Data section
+===+

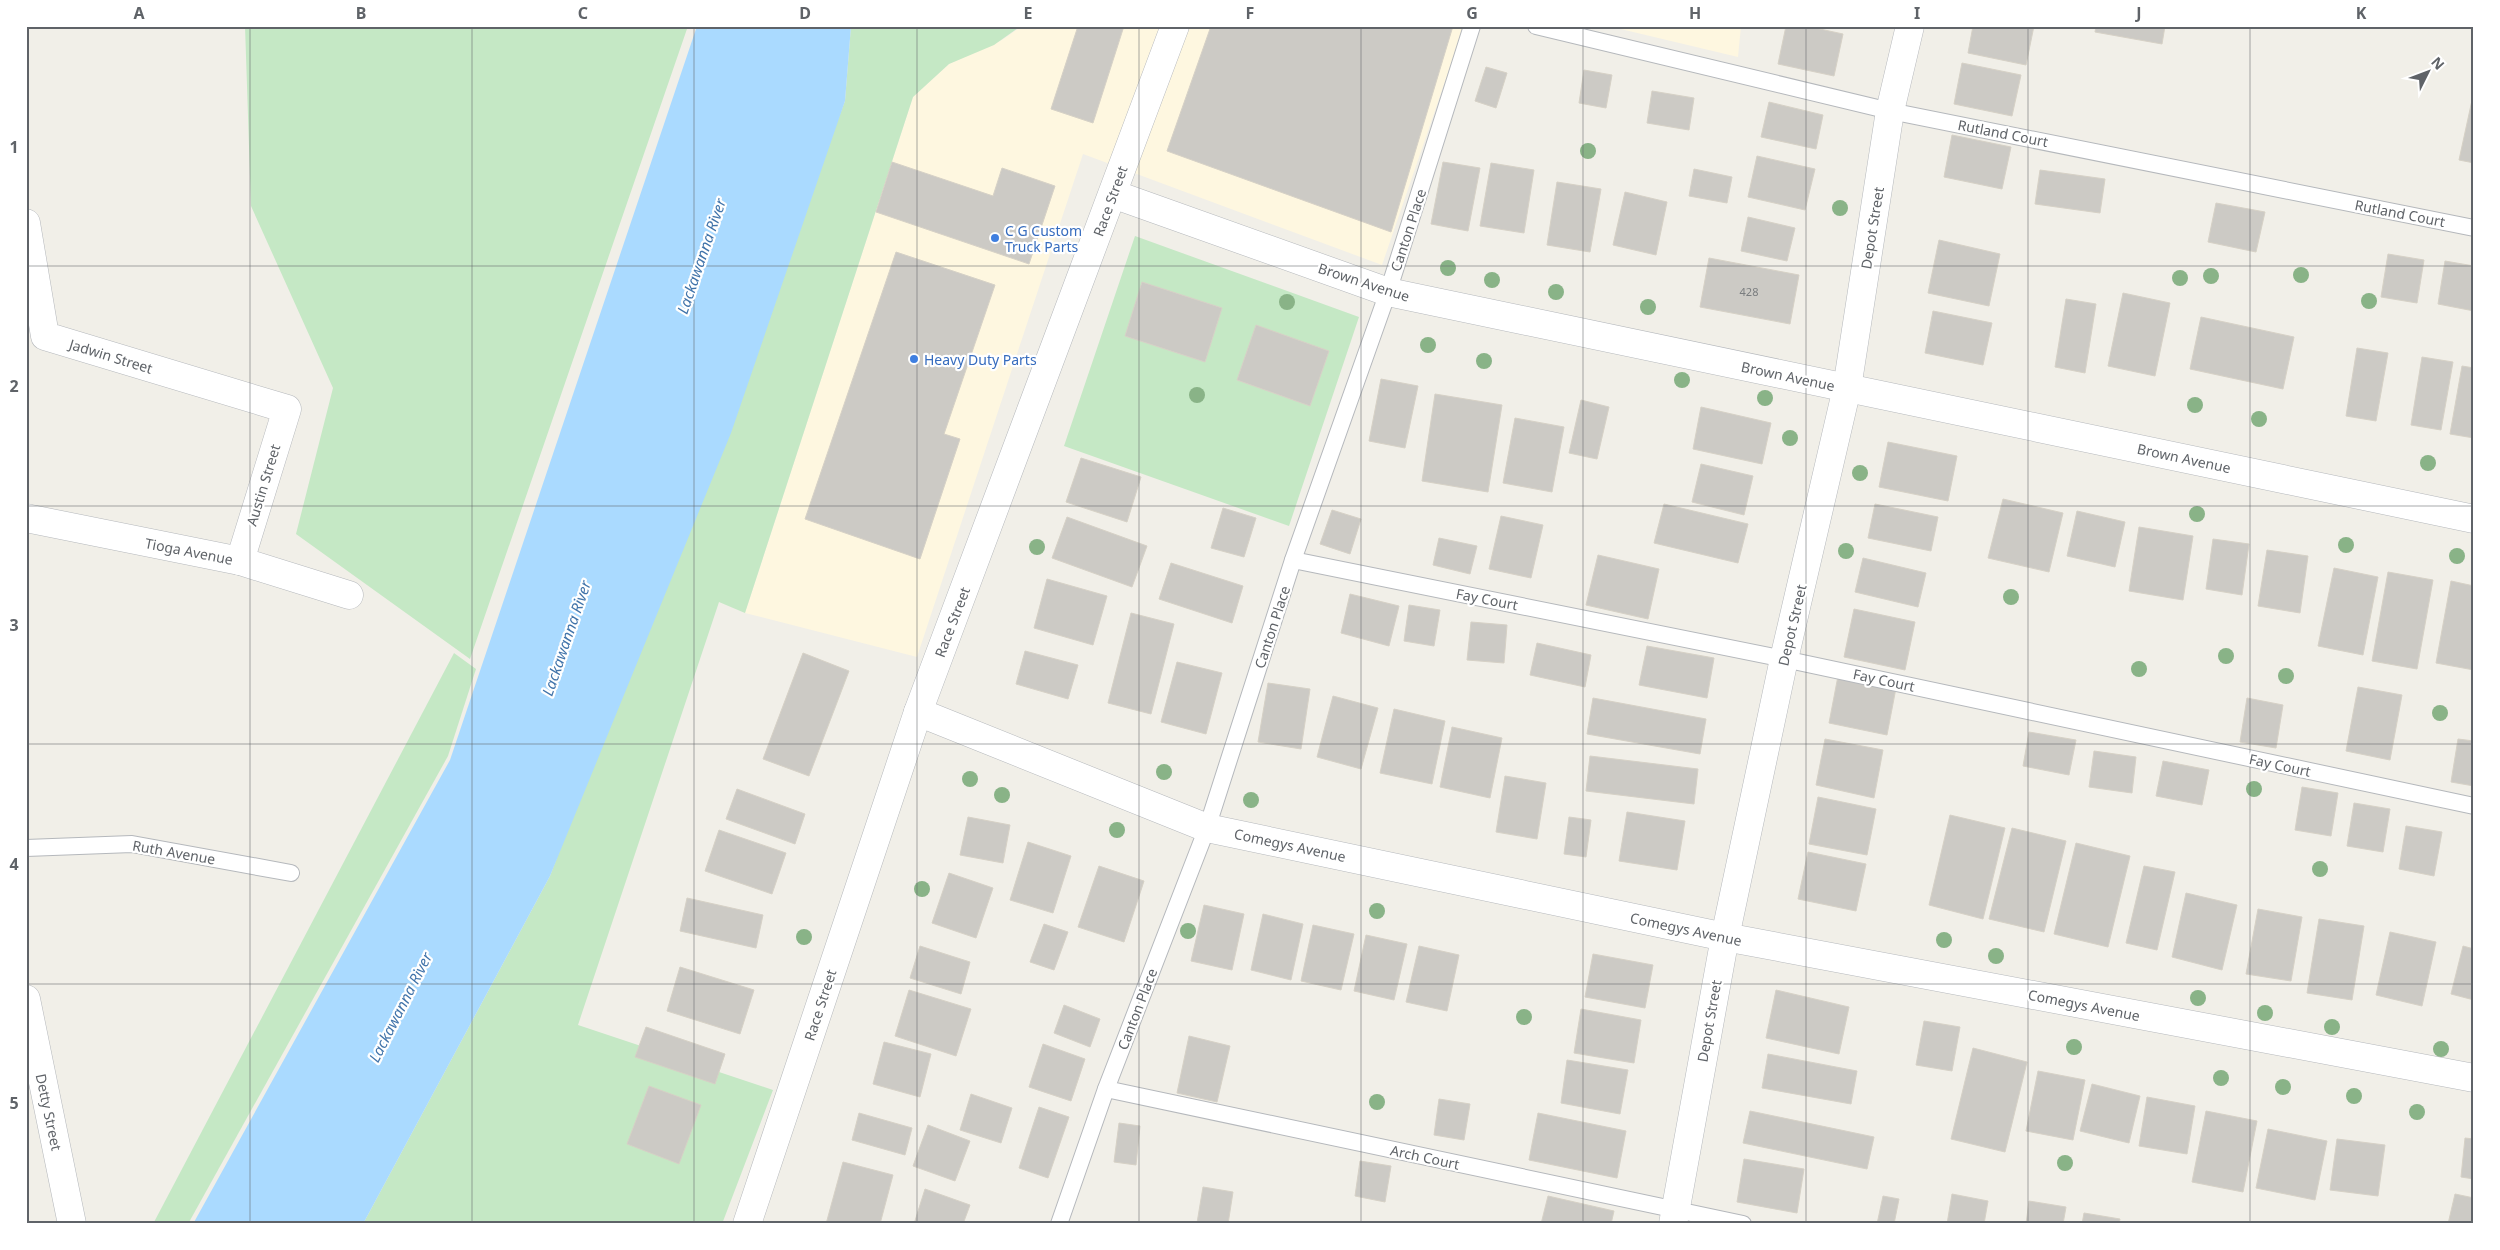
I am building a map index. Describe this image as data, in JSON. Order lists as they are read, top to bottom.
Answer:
{
  "streets": {
    "street": [
      "Race Street",
      "Depot Street",
      "Brown Avenue",
      "Jadwin Street",
      "Austin Street",
      "Tioga Avenue",
      "Comegys Avenue",
      "Detty Street"
    ],
    "lane": [
      "Rutland Court",
      "Canton Place",
      "Fay Court",
      "Ruth Avenue",
      "Arch Court"
    ]
  },
  "crossings": [
    ["Rutland Court", "Depot Street"],
    ["Race Street", "Brown Avenue"],
    ["Race Street", "Comegys Avenue"],
    ["Depot Street", "Brown Avenue"],
    ["Depot Street", "Fay Court"],
    ["Depot Street", "Comegys Avenue"],
    ["Depot Street", "Arch Court"],
    ["Canton Place", "Brown Avenue"],
    ["Canton Place", "Fay Court"],
    ["Canton Place", "Comegys Avenue"],
    ["Canton Place", "Arch Court"],
    ["Jadwin Street", "Austin Street"],
    ["Austin Street", "Tioga Avenue"]
  ],
  "water": ["Lackawanna River"],
  "places": ["C G Custom Truck Parts", "Heavy Duty Parts"],
  "house_numbers": ["428"],
  "north": "top right",
  "grid": {
    "columns": [
      "A",
      "B",
      "C",
      "D",
      "E",
      "F",
      "G",
      "H",
      "I",
      "J",
      "K"
    ],
    "rows": [
      "1",
      "2",
      "3",
      "4",
      "5"
    ]
  }
}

+===+

Your assignment
Only the text of the records belongs in your answer, repeated exactly; the pictures stay out.

Exercise result
I am building a map index. Describe this image as data, in JSON. Order lists as they are read, top to bottom.
Answer:
{
  "streets": {
    "street": [
      "Race Street",
      "Depot Street",
      "Brown Avenue",
      "Jadwin Street",
      "Austin Street",
      "Tioga Avenue",
      "Comegys Avenue",
      "Detty Street"
    ],
    "lane": [
      "Rutland Court",
      "Canton Place",
      "Fay Court",
      "Ruth Avenue",
      "Arch Court"
    ]
  },
  "crossings": [
    ["Rutland Court", "Depot Street"],
    ["Race Street", "Brown Avenue"],
    ["Race Street", "Comegys Avenue"],
    ["Depot Street", "Brown Avenue"],
    ["Depot Street", "Fay Court"],
    ["Depot Street", "Comegys Avenue"],
    ["Depot Street", "Arch Court"],
    ["Canton Place", "Brown Avenue"],
    ["Canton Place", "Fay Court"],
    ["Canton Place", "Comegys Avenue"],
    ["Canton Place", "Arch Court"],
    ["Jadwin Street", "Austin Street"],
    ["Austin Street", "Tioga Avenue"]
  ],
  "water": ["Lackawanna River"],
  "places": ["C G Custom Truck Parts", "Heavy Duty Parts"],
  "house_numbers": ["428"],
  "north": "top right",
  "grid": {
    "columns": [
      "A",
      "B",
      "C",
      "D",
      "E",
      "F",
      "G",
      "H",
      "I",
      "J",
      "K"
    ],
    "rows": [
      "1",
      "2",
      "3",
      "4",
      "5"
    ]
  }
}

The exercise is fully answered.